## Work to complete
Repeat each line of the data exactly as written.
═══ Given information ═══
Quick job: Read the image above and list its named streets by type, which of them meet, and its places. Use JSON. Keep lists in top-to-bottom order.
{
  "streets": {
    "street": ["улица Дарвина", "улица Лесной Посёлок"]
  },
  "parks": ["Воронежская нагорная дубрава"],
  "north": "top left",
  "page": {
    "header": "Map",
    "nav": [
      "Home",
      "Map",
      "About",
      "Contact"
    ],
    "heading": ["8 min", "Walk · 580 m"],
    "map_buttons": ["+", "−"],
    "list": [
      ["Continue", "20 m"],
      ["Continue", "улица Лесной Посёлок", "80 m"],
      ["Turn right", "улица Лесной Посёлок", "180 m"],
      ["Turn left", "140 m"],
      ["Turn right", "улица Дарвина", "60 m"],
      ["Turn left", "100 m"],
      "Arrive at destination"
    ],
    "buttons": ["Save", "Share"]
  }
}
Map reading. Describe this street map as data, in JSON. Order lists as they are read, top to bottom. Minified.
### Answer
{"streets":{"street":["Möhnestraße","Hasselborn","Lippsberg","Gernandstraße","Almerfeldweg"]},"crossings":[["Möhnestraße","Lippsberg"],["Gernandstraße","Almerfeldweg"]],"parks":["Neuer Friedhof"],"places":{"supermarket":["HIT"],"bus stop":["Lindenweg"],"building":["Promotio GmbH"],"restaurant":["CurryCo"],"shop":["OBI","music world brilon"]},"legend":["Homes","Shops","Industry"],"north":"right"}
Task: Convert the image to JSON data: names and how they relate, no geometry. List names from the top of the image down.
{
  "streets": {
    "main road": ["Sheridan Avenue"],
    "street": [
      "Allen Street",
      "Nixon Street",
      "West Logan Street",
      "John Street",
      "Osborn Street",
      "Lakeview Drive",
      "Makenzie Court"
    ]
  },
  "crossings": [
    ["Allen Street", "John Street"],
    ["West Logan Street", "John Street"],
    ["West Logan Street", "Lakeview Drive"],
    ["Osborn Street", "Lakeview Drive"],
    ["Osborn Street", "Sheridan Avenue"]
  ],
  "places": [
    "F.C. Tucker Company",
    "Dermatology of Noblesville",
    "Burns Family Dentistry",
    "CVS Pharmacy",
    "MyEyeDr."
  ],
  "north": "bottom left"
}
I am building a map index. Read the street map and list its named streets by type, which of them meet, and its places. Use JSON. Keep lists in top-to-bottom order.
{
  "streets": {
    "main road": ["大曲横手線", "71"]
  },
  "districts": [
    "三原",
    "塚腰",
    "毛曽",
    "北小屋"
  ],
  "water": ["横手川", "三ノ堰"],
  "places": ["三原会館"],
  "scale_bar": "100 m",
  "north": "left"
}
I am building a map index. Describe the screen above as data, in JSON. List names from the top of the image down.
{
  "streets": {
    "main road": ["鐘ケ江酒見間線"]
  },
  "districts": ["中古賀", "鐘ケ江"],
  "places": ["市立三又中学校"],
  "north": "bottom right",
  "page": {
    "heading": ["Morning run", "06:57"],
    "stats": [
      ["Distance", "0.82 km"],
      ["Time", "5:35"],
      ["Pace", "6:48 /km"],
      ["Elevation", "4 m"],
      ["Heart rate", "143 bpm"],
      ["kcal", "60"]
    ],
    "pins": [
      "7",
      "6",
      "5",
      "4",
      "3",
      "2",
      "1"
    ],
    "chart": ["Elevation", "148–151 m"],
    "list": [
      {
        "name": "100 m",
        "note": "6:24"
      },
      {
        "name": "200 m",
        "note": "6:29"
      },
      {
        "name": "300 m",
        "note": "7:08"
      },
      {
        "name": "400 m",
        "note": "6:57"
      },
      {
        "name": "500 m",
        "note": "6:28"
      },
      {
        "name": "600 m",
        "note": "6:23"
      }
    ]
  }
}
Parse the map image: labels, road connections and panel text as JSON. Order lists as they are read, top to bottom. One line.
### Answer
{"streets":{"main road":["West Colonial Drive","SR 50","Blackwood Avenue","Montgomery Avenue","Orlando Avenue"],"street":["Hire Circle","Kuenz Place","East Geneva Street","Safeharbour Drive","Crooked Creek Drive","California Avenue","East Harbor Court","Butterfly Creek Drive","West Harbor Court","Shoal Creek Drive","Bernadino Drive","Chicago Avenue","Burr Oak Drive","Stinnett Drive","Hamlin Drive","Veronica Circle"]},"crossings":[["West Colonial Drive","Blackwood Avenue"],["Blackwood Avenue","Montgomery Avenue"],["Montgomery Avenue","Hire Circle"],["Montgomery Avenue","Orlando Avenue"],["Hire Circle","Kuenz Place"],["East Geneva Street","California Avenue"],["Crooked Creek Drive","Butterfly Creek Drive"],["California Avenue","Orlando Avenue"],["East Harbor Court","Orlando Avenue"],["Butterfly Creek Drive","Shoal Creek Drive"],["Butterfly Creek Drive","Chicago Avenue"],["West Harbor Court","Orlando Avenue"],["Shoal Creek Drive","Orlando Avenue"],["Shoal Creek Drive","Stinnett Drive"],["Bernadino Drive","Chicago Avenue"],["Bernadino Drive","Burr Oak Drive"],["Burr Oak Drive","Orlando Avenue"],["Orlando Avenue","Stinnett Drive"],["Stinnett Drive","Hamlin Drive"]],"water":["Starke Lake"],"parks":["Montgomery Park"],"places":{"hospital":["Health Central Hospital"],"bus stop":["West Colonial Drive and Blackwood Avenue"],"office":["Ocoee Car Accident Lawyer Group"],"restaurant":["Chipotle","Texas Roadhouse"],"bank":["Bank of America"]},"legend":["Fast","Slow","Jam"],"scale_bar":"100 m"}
═══
## Exercise result
Quick job: Read the image above and list its named streets by type, which of them meet, and its places. Use JSON. Keep lists in top-to-bottom order.
{
  "streets": {
    "street": ["улица Дарвина", "улица Лесной Посёлок"]
  },
  "parks": ["Воронежская нагорная дубрава"],
  "north": "top left",
  "page": {
    "header": "Map",
    "nav": [
      "Home",
      "Map",
      "About",
      "Contact"
    ],
    "heading": ["8 min", "Walk · 580 m"],
    "map_buttons": ["+", "−"],
    "list": [
      ["Continue", "20 m"],
      ["Continue", "улица Лесной Посёлок", "80 m"],
      ["Turn right", "улица Лесной Посёлок", "180 m"],
      ["Turn left", "140 m"],
      ["Turn right", "улица Дарвина", "60 m"],
      ["Turn left", "100 m"],
      "Arrive at destination"
    ],
    "buttons": ["Save", "Share"]
  }
}
Map reading. Describe this street map as data, in JSON. Order lists as they are read, top to bottom. Minified.
### Answer
{"streets":{"street":["Möhnestraße","Hasselborn","Lippsberg","Gernandstraße","Almerfeldweg"]},"crossings":[["Möhnestraße","Lippsberg"],["Gernandstraße","Almerfeldweg"]],"parks":["Neuer Friedhof"],"places":{"supermarket":["HIT"],"bus stop":["Lindenweg"],"building":["Promotio GmbH"],"restaurant":["CurryCo"],"shop":["OBI","music world brilon"]},"legend":["Homes","Shops","Industry"],"north":"right"}
Task: Convert the image to JSON data: names and how they relate, no geometry. List names from the top of the image down.
{
  "streets": {
    "main road": ["Sheridan Avenue"],
    "street": [
      "Allen Street",
      "Nixon Street",
      "West Logan Street",
      "John Street",
      "Osborn Street",
      "Lakeview Drive",
      "Makenzie Court"
    ]
  },
  "crossings": [
    ["Allen Street", "John Street"],
    ["West Logan Street", "John Street"],
    ["West Logan Street", "Lakeview Drive"],
    ["Osborn Street", "Lakeview Drive"],
    ["Osborn Street", "Sheridan Avenue"]
  ],
  "places": [
    "F.C. Tucker Company",
    "Dermatology of Noblesville",
    "Burns Family Dentistry",
    "CVS Pharmacy",
    "MyEyeDr."
  ],
  "north": "bottom left"
}
I am building a map index. Read the street map and list its named streets by type, which of them meet, and its places. Use JSON. Keep lists in top-to-bottom order.
{
  "streets": {
    "main road": ["大曲横手線", "71"]
  },
  "districts": [
    "三原",
    "塚腰",
    "毛曽",
    "北小屋"
  ],
  "water": ["横手川", "三ノ堰"],
  "places": ["三原会館"],
  "scale_bar": "100 m",
  "north": "left"
}
I am building a map index. Describe the screen above as data, in JSON. List names from the top of the image down.
{
  "streets": {
    "main road": ["鐘ケ江酒見間線"]
  },
  "districts": ["中古賀", "鐘ケ江"],
  "places": ["市立三又中学校"],
  "north": "bottom right",
  "page": {
    "heading": ["Morning run", "06:57"],
    "stats": [
      ["Distance", "0.82 km"],
      ["Time", "5:35"],
      ["Pace", "6:48 /km"],
      ["Elevation", "4 m"],
      ["Heart rate", "143 bpm"],
      ["kcal", "60"]
    ],
    "pins": [
      "7",
      "6",
      "5",
      "4",
      "3",
      "2",
      "1"
    ],
    "chart": ["Elevation", "148–151 m"],
    "list": [
      {
        "name": "100 m",
        "note": "6:24"
      },
      {
        "name": "200 m",
        "note": "6:29"
      },
      {
        "name": "300 m",
        "note": "7:08"
      },
      {
        "name": "400 m",
        "note": "6:57"
      },
      {
        "name": "500 m",
        "note": "6:28"
      },
      {
        "name": "600 m",
        "note": "6:23"
      }
    ]
  }
}
Parse the map image: labels, road connections and panel text as JSON. Order lists as they are read, top to bottom. One line.
### Answer
{"streets":{"main road":["West Colonial Drive","SR 50","Blackwood Avenue","Montgomery Avenue","Orlando Avenue"],"street":["Hire Circle","Kuenz Place","East Geneva Street","Safeharbour Drive","Crooked Creek Drive","California Avenue","East Harbor Court","Butterfly Creek Drive","West Harbor Court","Shoal Creek Drive","Bernadino Drive","Chicago Avenue","Burr Oak Drive","Stinnett Drive","Hamlin Drive","Veronica Circle"]},"crossings":[["West Colonial Drive","Blackwood Avenue"],["Blackwood Avenue","Montgomery Avenue"],["Montgomery Avenue","Hire Circle"],["Montgomery Avenue","Orlando Avenue"],["Hire Circle","Kuenz Place"],["East Geneva Street","California Avenue"],["Crooked Creek Drive","Butterfly Creek Drive"],["California Avenue","Orlando Avenue"],["East Harbor Court","Orlando Avenue"],["Butterfly Creek Drive","Shoal Creek Drive"],["Butterfly Creek Drive","Chicago Avenue"],["West Harbor Court","Orlando Avenue"],["Shoal Creek Drive","Orlando Avenue"],["Shoal Creek Drive","Stinnett Drive"],["Bernadino Drive","Chicago Avenue"],["Bernadino Drive","Burr Oak Drive"],["Burr Oak Drive","Orlando Avenue"],["Orlando Avenue","Stinnett Drive"],["Stinnett Drive","Hamlin Drive"]],"water":["Starke Lake"],"parks":["Montgomery Park"],"places":{"hospital":["Health Central Hospital"],"bus stop":["West Colonial Drive and Blackwood Avenue"],"office":["Ocoee Car Accident Lawyer Group"],"restaurant":["Chipotle","Texas Roadhouse"],"bank":["Bank of America"]},"legend":["Fast","Slow","Jam"],"scale_bar":"100 m"}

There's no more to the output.